── DATASET EXCERPTS

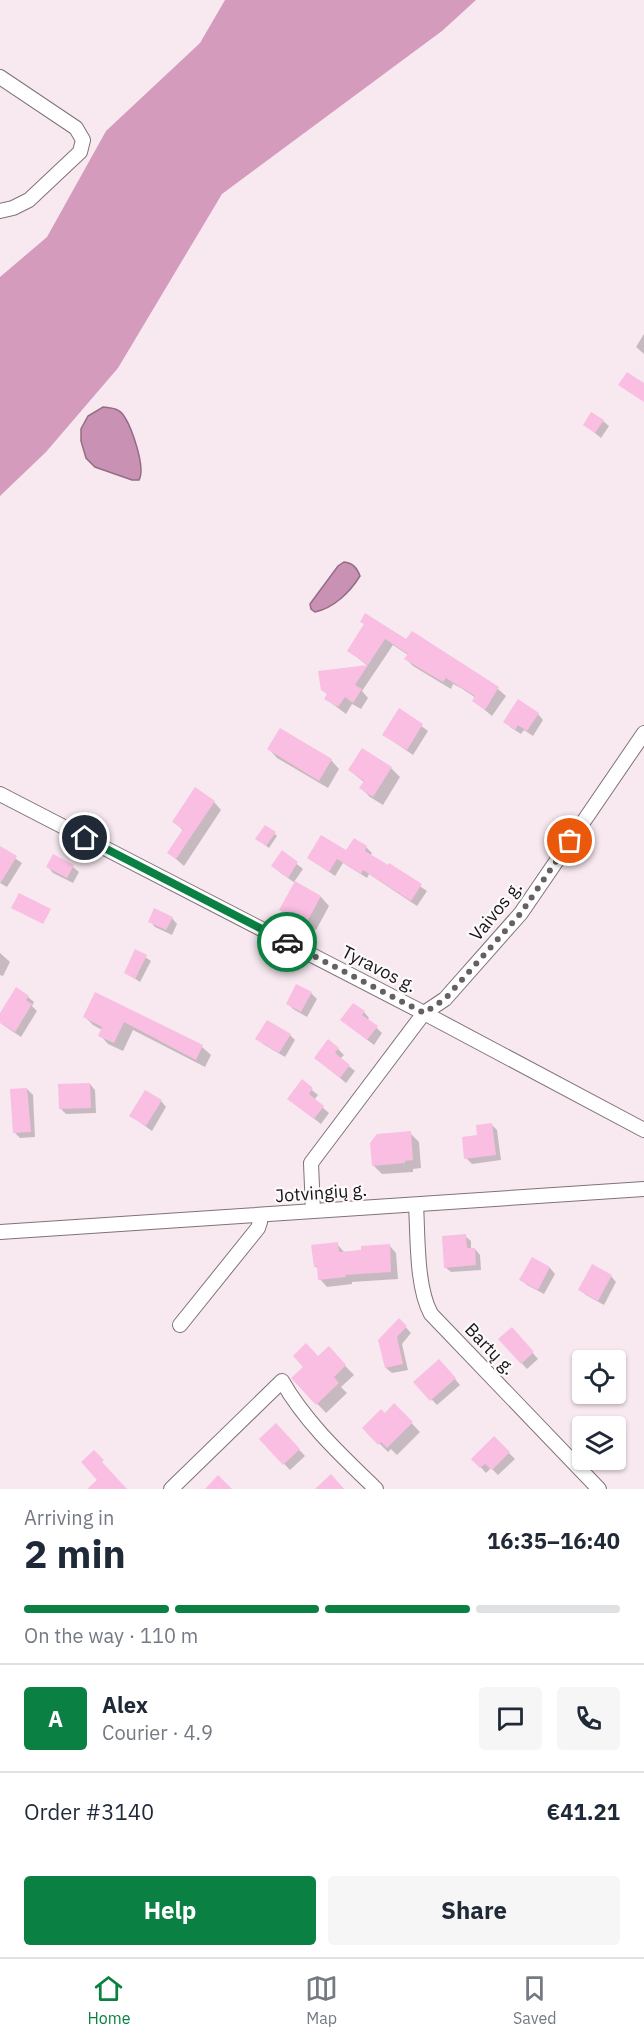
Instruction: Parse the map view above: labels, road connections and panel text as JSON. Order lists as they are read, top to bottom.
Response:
{
  "streets": {
    "street": [
      "Vaivos g.",
      "Tyravos g.",
      "Jotvingių g.",
      "Bartų g."
    ]
  },
  "crossings": [
    ["Vaivos g.", "Tyravos g."],
    ["Vaivos g.", "Jotvingių g."],
    ["Jotvingių g.", "Bartų g."]
  ],
  "page": {
    "heading": ["2 min", "Arriving in", "16:35–16:40"],
    "panel": [
      "Alex",
      "Courier · 4.9",
      "Order #3140",
      "€41.21"
    ],
    "bar": "On the way · 110 m",
    "round": "A",
    "buttons": ["Help", "Share"],
    "tabs": ["Home", "Map", "Saved"]
  }
}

────

■ **TASK TO CARRY OUT**: Every record above must be given again exactly; drop the pictures.

■ **EXERCISE ANSWER**:
Instruction: Parse the map view above: labels, road connections and panel text as JSON. Order lists as they are read, top to bottom.
Response:
{
  "streets": {
    "street": [
      "Vaivos g.",
      "Tyravos g.",
      "Jotvingių g.",
      "Bartų g."
    ]
  },
  "crossings": [
    ["Vaivos g.", "Tyravos g."],
    ["Vaivos g.", "Jotvingių g."],
    ["Jotvingių g.", "Bartų g."]
  ],
  "page": {
    "heading": ["2 min", "Arriving in", "16:35–16:40"],
    "panel": [
      "Alex",
      "Courier · 4.9",
      "Order #3140",
      "€41.21"
    ],
    "bar": "On the way · 110 m",
    "round": "A",
    "buttons": ["Help", "Share"],
    "tabs": ["Home", "Map", "Saved"]
  }
}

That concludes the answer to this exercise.